現状について、「飲み会、特に大人数の宴会がなくなり、居酒屋業態は厳しい状態が続いています」と話すのは、株式会社レインズインターナショナルCWカンパニー運営本部第一事業部マーケティング企画担当の白戸滝一氏。とりわけ、リモートワークなどの影響でオフィス街の店舗は売上が激減した。「店舗によって状況は異なるので、業態ごとの対策ではなく、各店舗の環境や状況を見て、いかに席を埋めるか、売上を取るか、戦略を立てなくてはなりませんでした」(白戸氏)。そのため、本部では話し合いを重ねたという。

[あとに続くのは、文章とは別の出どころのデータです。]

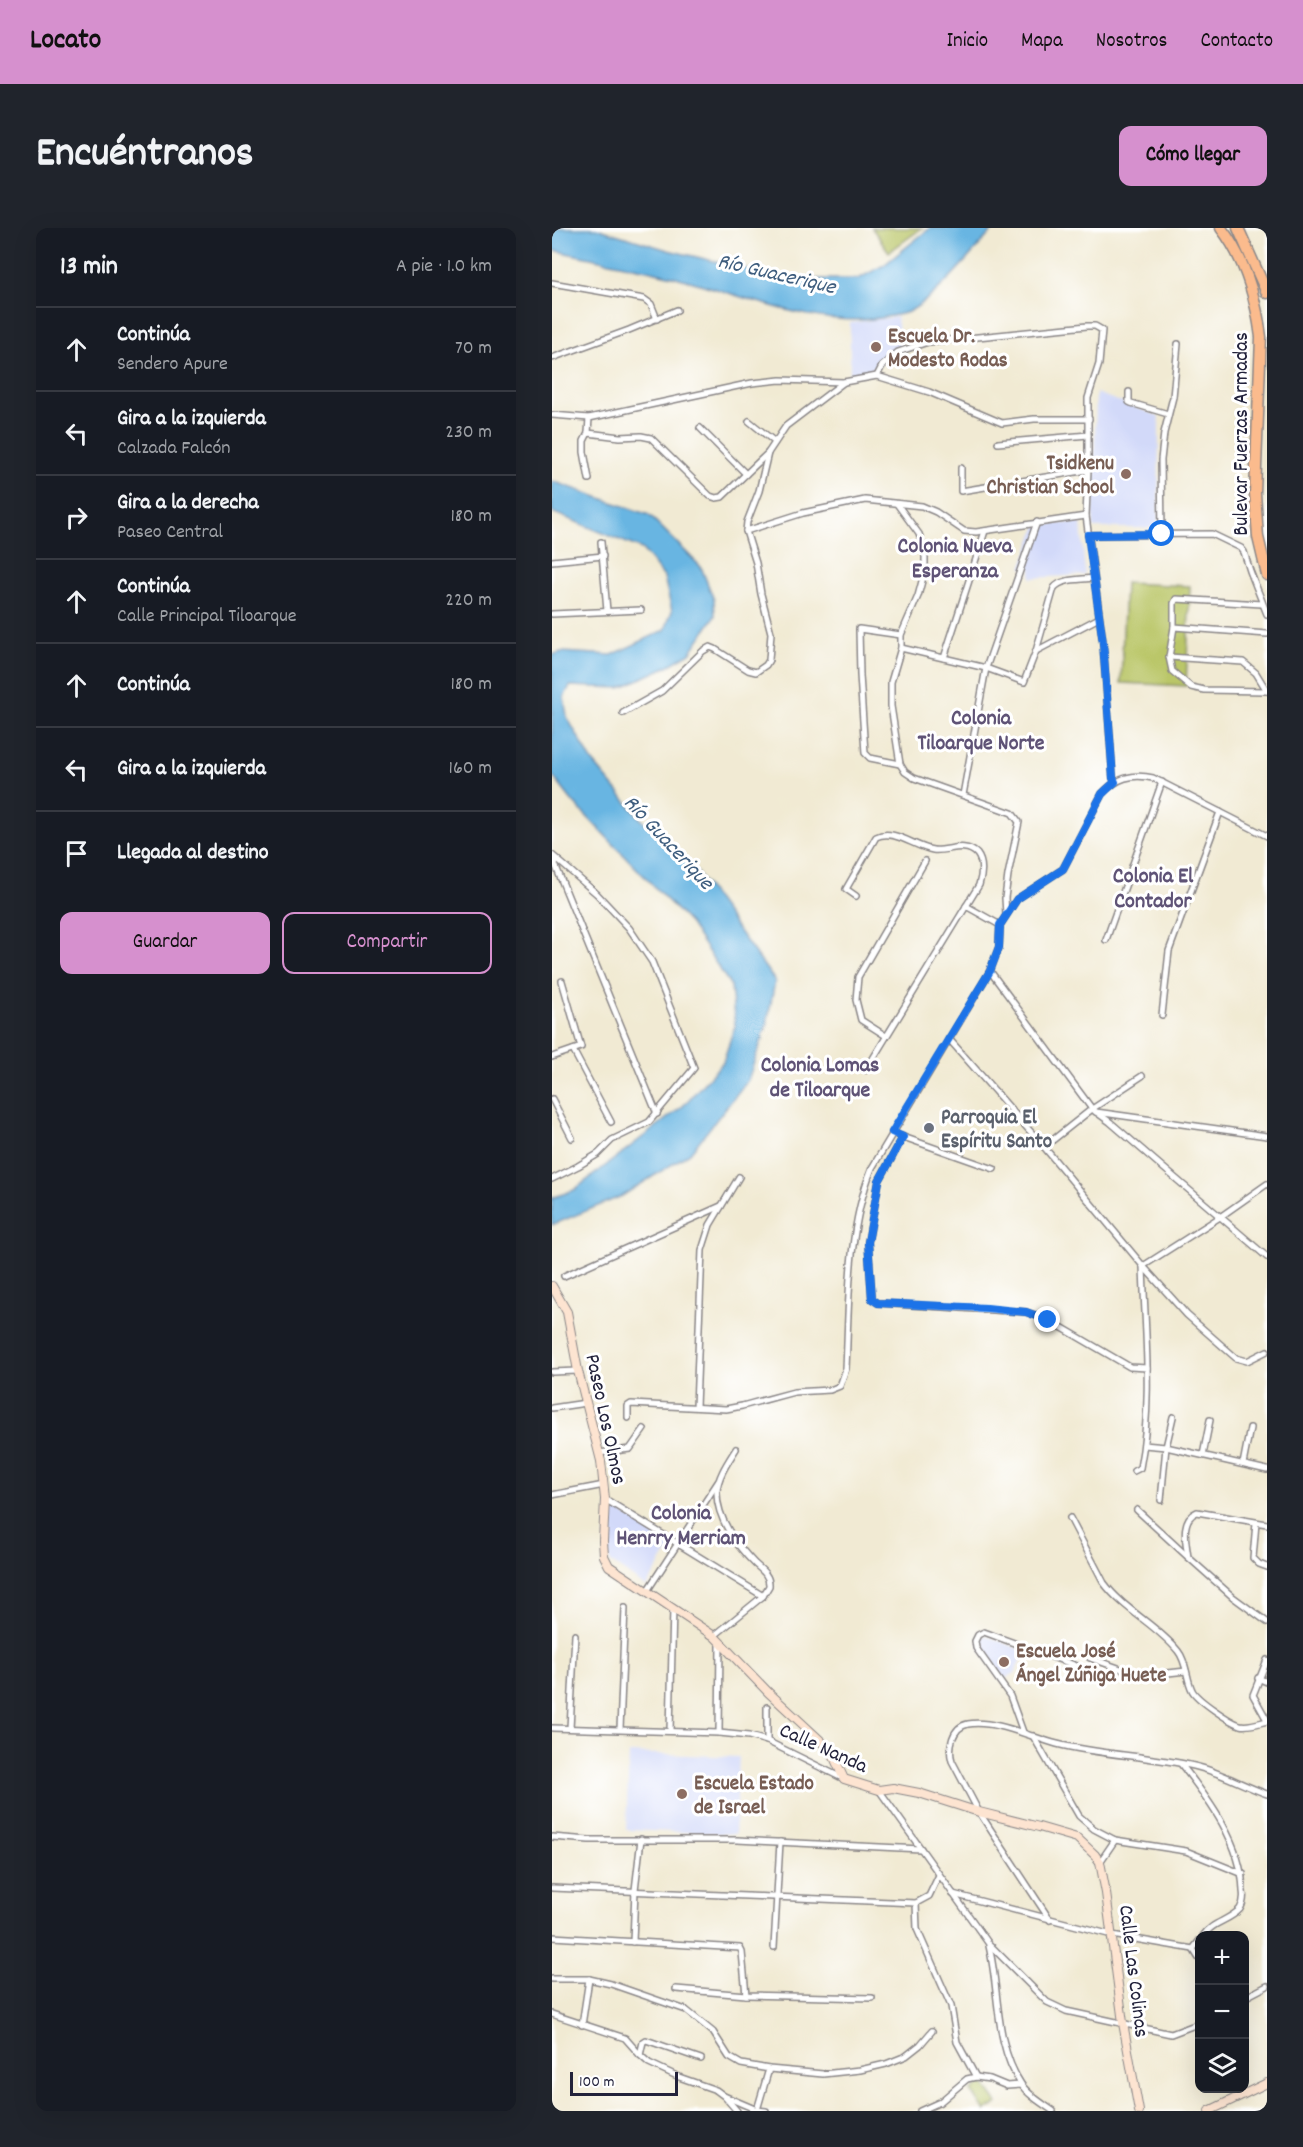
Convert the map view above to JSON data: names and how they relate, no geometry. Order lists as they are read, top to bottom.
{
  "streets": {
    "highway": ["Bulevar Fuerzas Armadas"],
    "street": ["Paseo Los Olmos", "Calle Nanda", "Calle Las Colinas"]
  },
  "crossings": [
    ["Paseo Los Olmos", "Calle Nanda"],
    ["Calle Nanda", "Calle Las Colinas"]
  ],
  "districts": [
    "Colonia Nueva Esperanza",
    "Colonia Tiloarque Norte",
    "Colonia El Contador",
    "Colonia Lomas de Tiloarque",
    "Colonia Henrry Merriam"
  ],
  "water": ["Río Guacerique"],
  "places": [
    "Escuela Dr. Modesto Rodas",
    "Tsidkenu Christian School",
    "Parroquia El Espíritu Santo",
    "Escuela José Ángel Zúñiga Huete",
    "Escuela Estado de Israel"
  ],
  "scale_bar": "100 m",
  "page": {
    "header": "Locato",
    "nav": [
      "Inicio",
      "Mapa",
      "Nosotros",
      "Contacto"
    ],
    "title": "Encuéntranos",
    "buttons": [
      "Cómo llegar",
      ["Guardar", "Compartir"]
    ],
    "heading": ["13 min", "A pie · 1.0 km"],
    "list": [
      ["Continúa", "Sendero Apure", "70 m"],
      ["Gira a la izquierda", "Calzada Falcón", "230 m"],
      ["Gira a la derecha", "Paseo Central", "180 m"],
      ["Continúa", "Calle Principal Tiloarque", "220 m"],
      ["Continúa", "180 m"],
      ["Gira a la izquierda", "160 m"],
      "Llegada al destino"
    ],
    "map_buttons": ["+", "−"],
    "scale": "100 m"
  }
}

そうした中、食事がメインの業態では比較的客足が戻っていることから、戦略の1つとして食事面の強化を図ろうと、「地酒とそば・京風おでん 三間堂」のオフィス立地の店舗は、業態のリニューアルを決断した。従来は、こだわりのだしで煮込んだおでんと手間をかけた和食で日本酒を楽しみ、シメにそばを食べるスタイルだったが、「シメのそばに着目し、食事需要を取り込むそばメニューをメインに、お酒も楽しめるそば専門店へと進化させることにしました」(白戸氏)。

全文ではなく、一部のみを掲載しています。